BSPED2025 Poster Presentations Miscellaneous/Other 1 (9 abstracts)
1Paediatric Registrar, Oxford University Hospital, Oxford, United Kingdom; 2Clinical Observer in Paediatric Endocrinology, Oxford University Hospital, Oxford, United Kingdom; 3Paediatric Diabetes and Endocrinology Consultant, Oxford University Hospital, Oxford, United Kingdom
Introduction: We present a case series of 3 patients managed in our centre over the last 2 years, with endogenous Cushing syndrome (CS) from three distinct causes. This series provides a great learning opportunity for a rare childhood phenomenon.
Case 1: A 10-year-old girl presented with a history of significant weight gain and osmotic symptoms. Examination confirmed cushingoid features and hypertension (HTN). Tests confirmed diabetes, elevated 24-hour urinary cortisol while the ACTH suppressed on Dexamethasone suppression test (DST), consistent with ACTH-independent CS. Imaging showed bulky adrenal glands without focal lesions, and genetic testing confirmed PRKAR1A mutation consistent with primary pigmented nodular adrenocortical disease (PPNAD). She was treated with metyrapone and anticoagulants, followed by bilateral adrenalectomy. Echocardiography excluded cardiac myxomas. Postoperatively, she has lost 20 kg of weight, and HTN and diabetes have resolved. She is stable on hydrocortisone (HC) and fludrocortisone (FCN) therapy.

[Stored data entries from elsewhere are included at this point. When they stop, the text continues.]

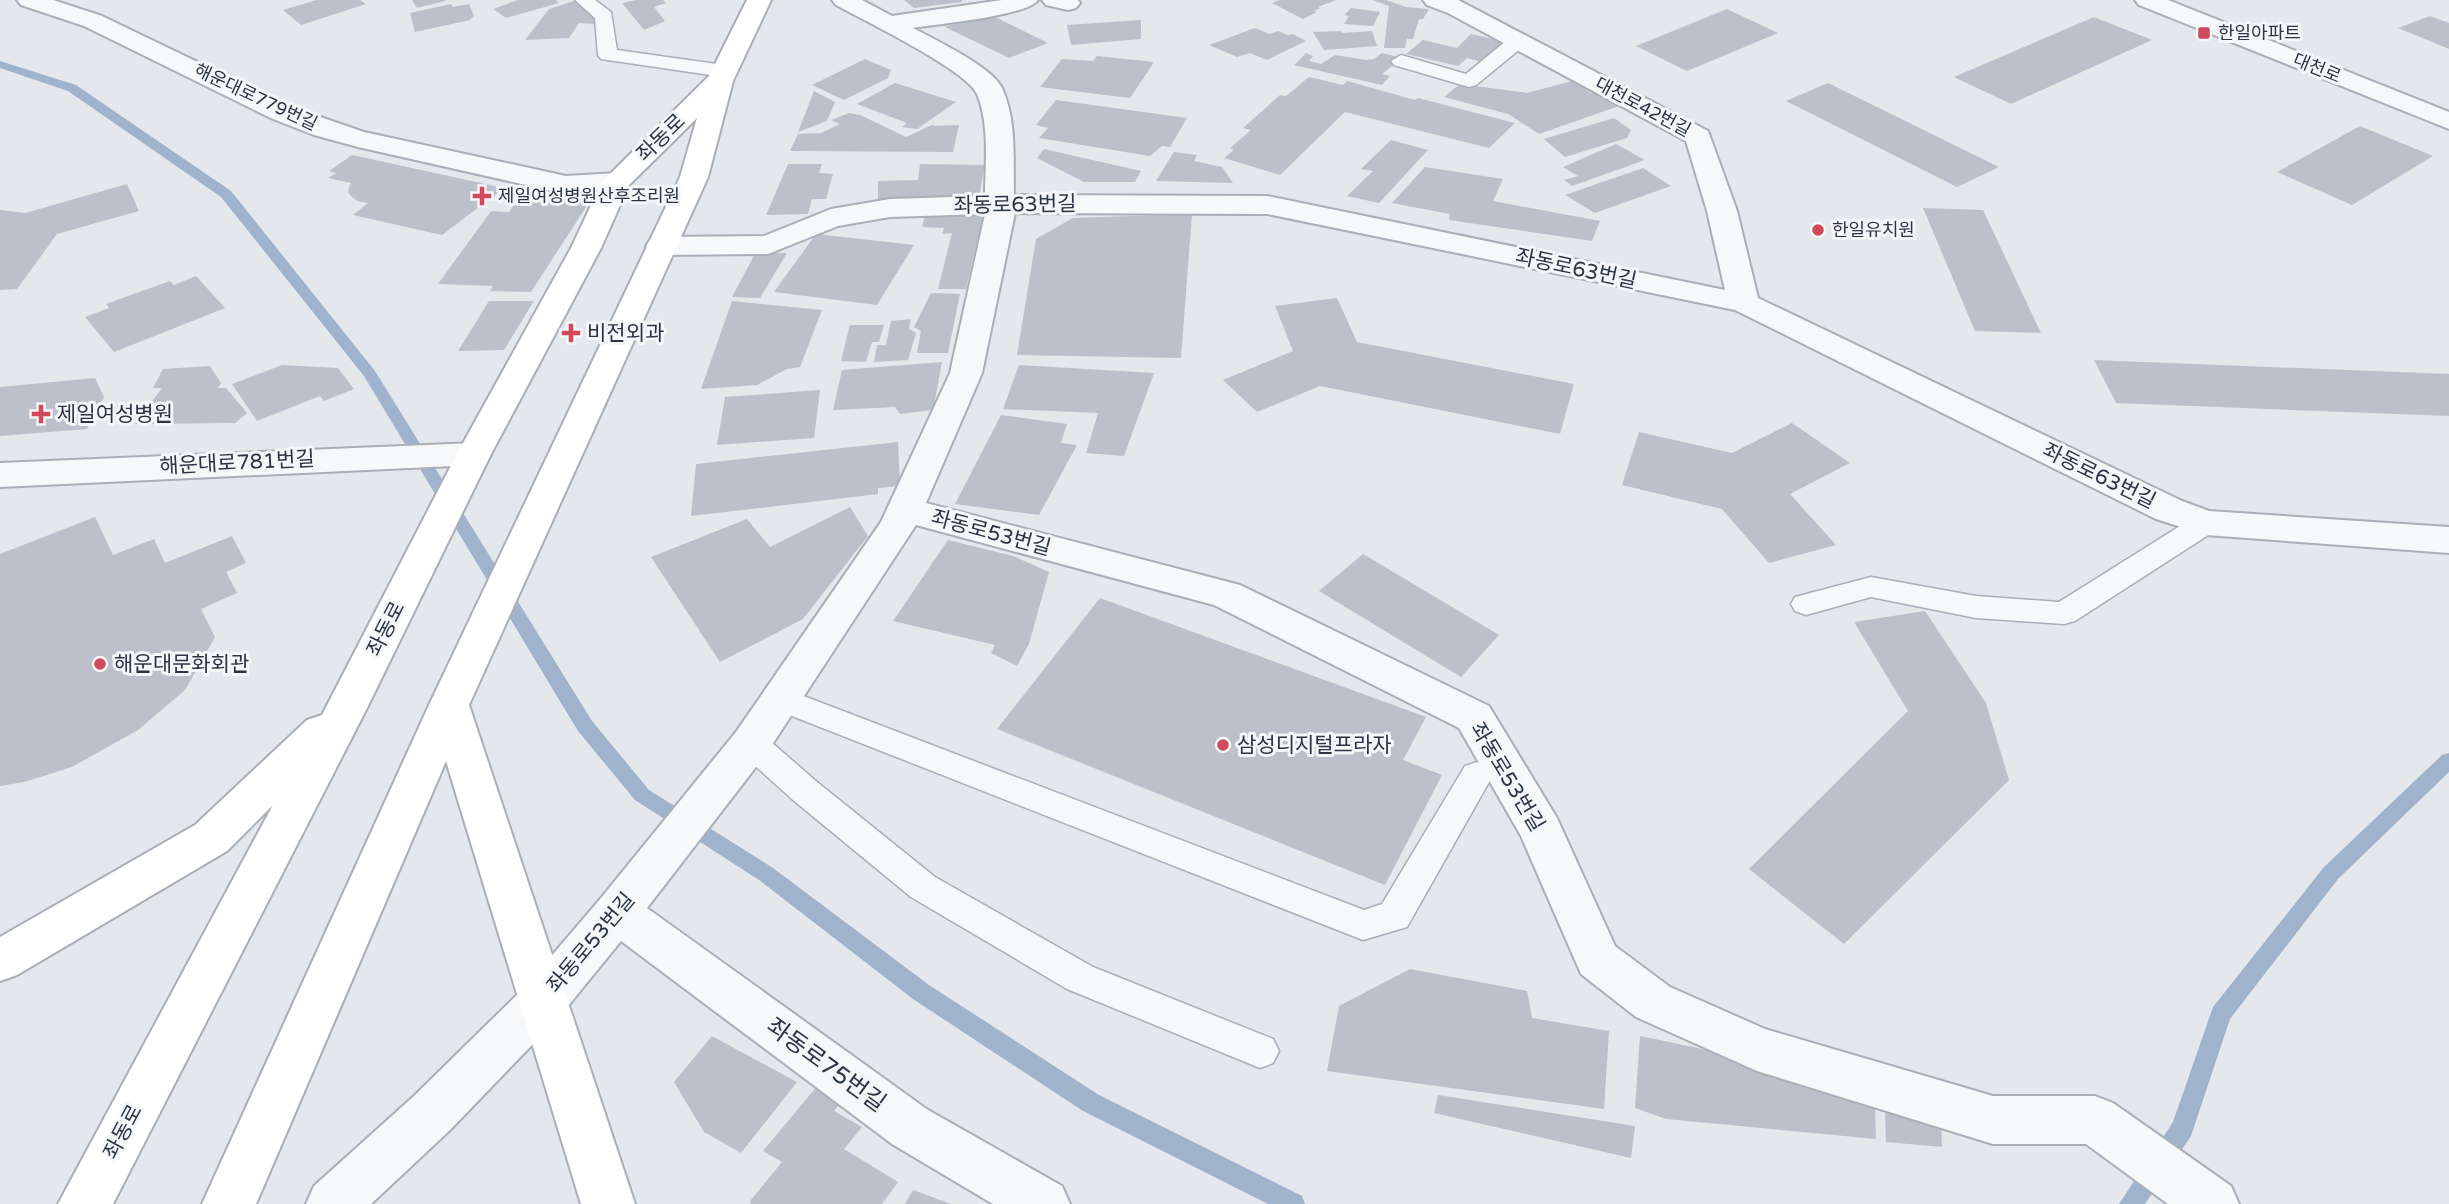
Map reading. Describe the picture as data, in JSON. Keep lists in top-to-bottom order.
{
  "streets": {
    "main road": ["좌동로"],
    "street": [
      "대천로",
      "해운대로779번길",
      "대천로42번길",
      "좌동로63번길",
      "해운대로781번길",
      "좌동로53번길",
      "좌동로75번길"
    ]
  },
  "crossings": [
    ["해운대로779번길", "좌동로"],
    ["대천로42번길", "좌동로63번길"],
    ["좌동로", "좌동로63번길"],
    ["좌동로", "해운대로781번길"],
    ["좌동로63번길", "좌동로53번길"],
    ["좌동로53번길", "좌동로75번길"]
  ],
  "places": {
    "transit": ["한일아파트"],
    "health": ["제일여성병원산후조리원", "비전외과", "제일여성병원"],
    "other": ["한일유치원", "해운대문화회관", "삼성디지털프라자"]
  }
}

Case 2: A 14-year-old girl presented with growth and puberty arrest and increasing fatigue. Clinically, she looked Cushingoid. Biochemistry showed elevated urine cortisol and a lack of ACTH suppression on DST, consistent with ACTH-dependent Cushings disease. MRI pituitary was inconclusive. She underwent inferior petrosal sinus sampling (IPSS) for localisation, which was also inconclusive. Management included metyrapone and anticoagulation, followed by exploratory pituitary surgery, which identified a lesion which was removed. She is now stable on HC replacement.
Case 3: A 15-year-old male presented with malaise, anxiety, and rapid weight gain. Examination revealed HTN, hyperglycaemia, and an abdominal mass. Tests showed elevated ACTH and cortisol levels. Imaging revealed widespread metastatic lesions, consistent with ACTH-producing neuroendocrine tumour, likely originating from the right lung. He was treated with chemotherapy and metyrapone; insulin and antihypertensives were briefly required. Denosumab was used for the metastatic bone lesions. Unfortunately, his condition progressed, and he sadly passed away one year later.

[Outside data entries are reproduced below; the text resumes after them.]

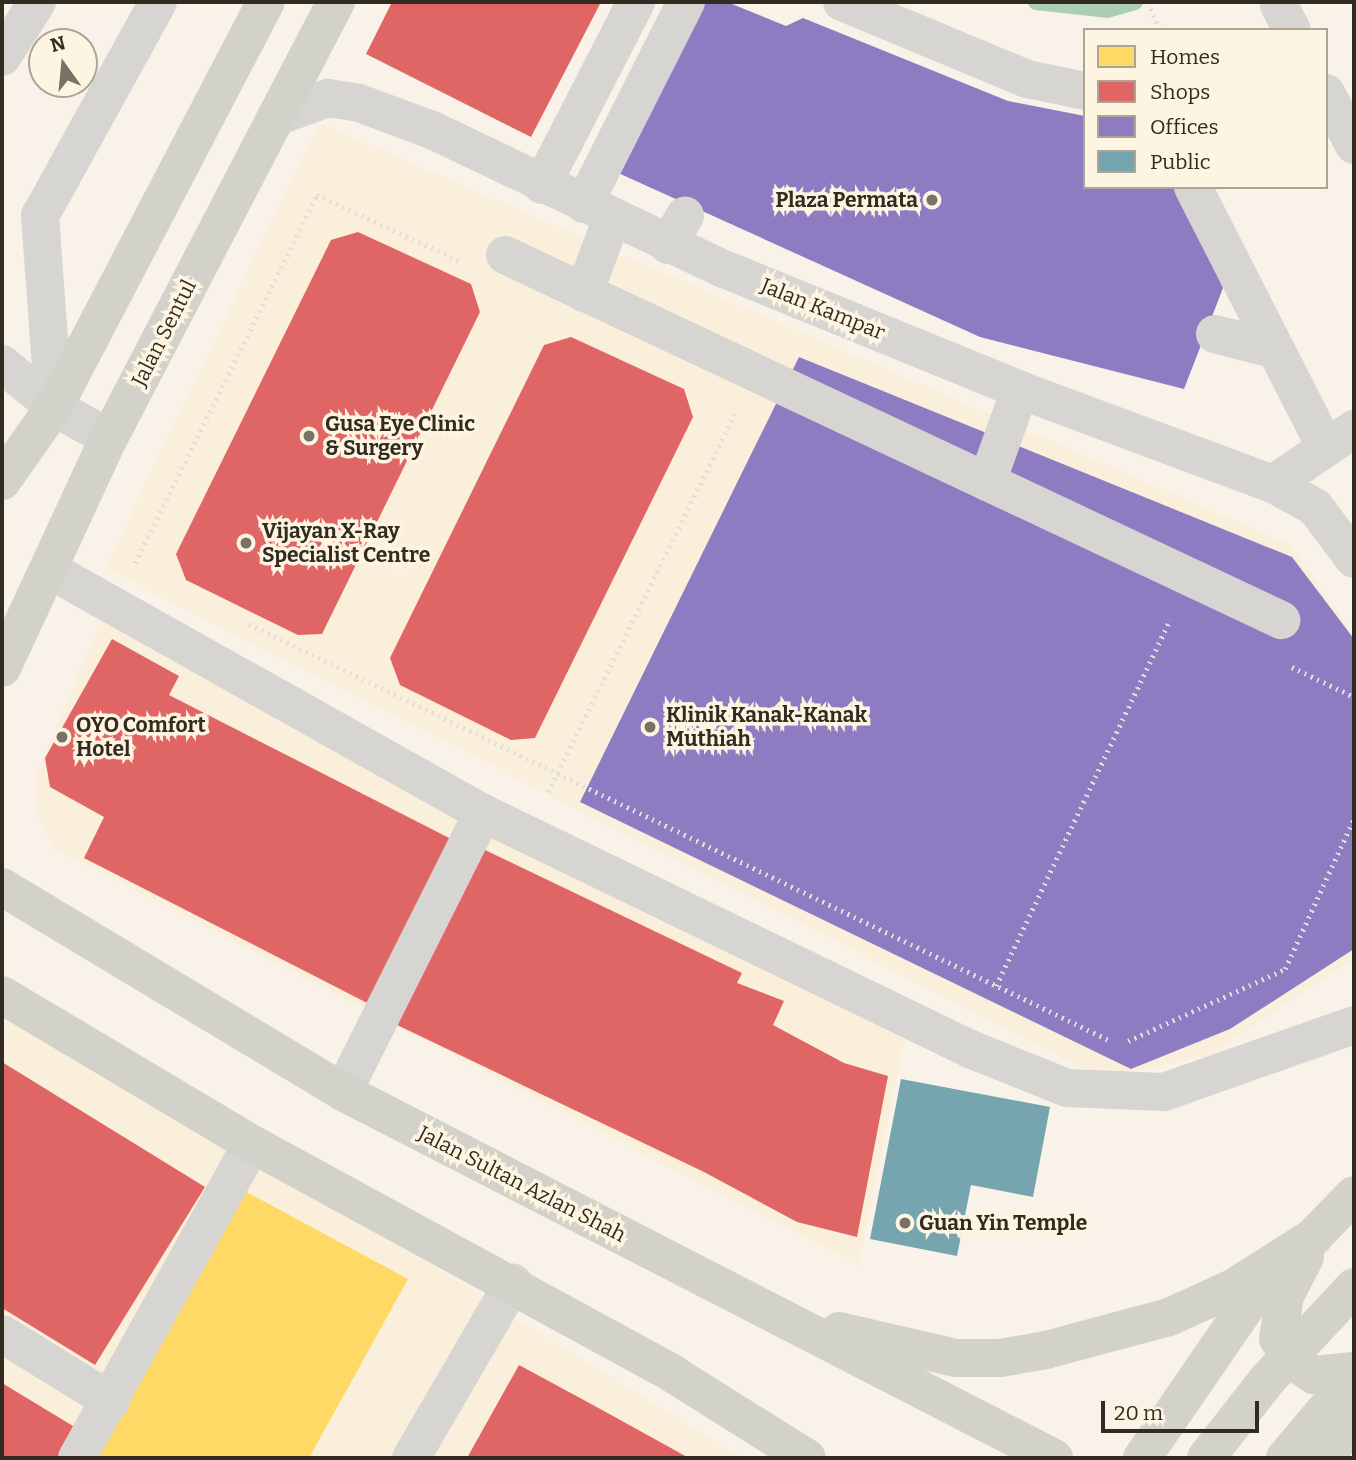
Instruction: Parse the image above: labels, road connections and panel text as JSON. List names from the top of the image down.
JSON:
{
  "streets": {
    "main road": ["Jalan Sentul", "Jalan Sultan Azlan Shah"],
    "street": ["Jalan Kampar"]
  },
  "crossings": [
    ["Jalan Kampar", "Jalan Sentul"]
  ],
  "places": [
    "Plaza Permata",
    "Gusa Eye Clinic & Surgery",
    "Vijayan X-Ray Specialist Centre",
    "Klinik Kanak-Kanak Muthiah",
    "OYO Comfort Hotel",
    "Guan Yin Temple"
  ],
  "legend": [
    "Homes",
    "Shops",
    "Offices",
    "Public"
  ],
  "scale_bar": "20 m",
  "north": "top"
}
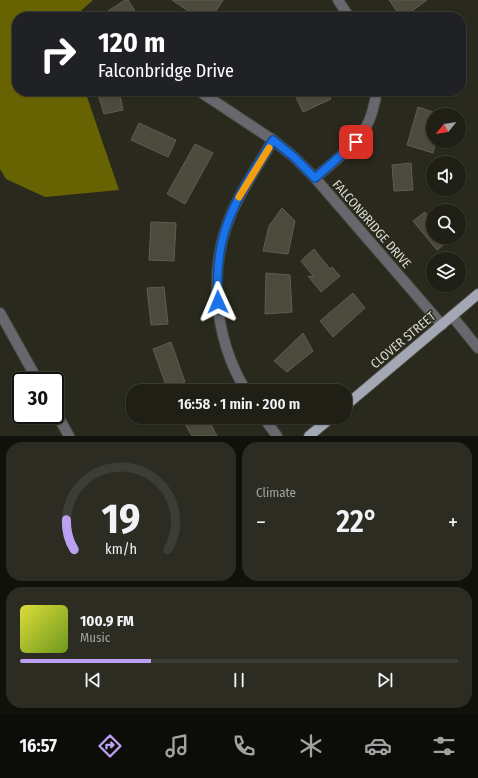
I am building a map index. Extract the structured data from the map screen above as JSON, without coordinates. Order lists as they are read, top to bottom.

Conclusion: Childhood CS is rare. Weight gain and growth retardation are hallmark features of CS. Evaluation typically includes 24-hour urinary cortisol. DST is considered the gold standard for distinguishing between ACTH-dependent and independent CS. Whole-body imaging helps identify potential ACTH-secreting neuroendocrine tumours. Management is guided by the underlying aetiology, with metyrapone a beneficial adjuvant therapy.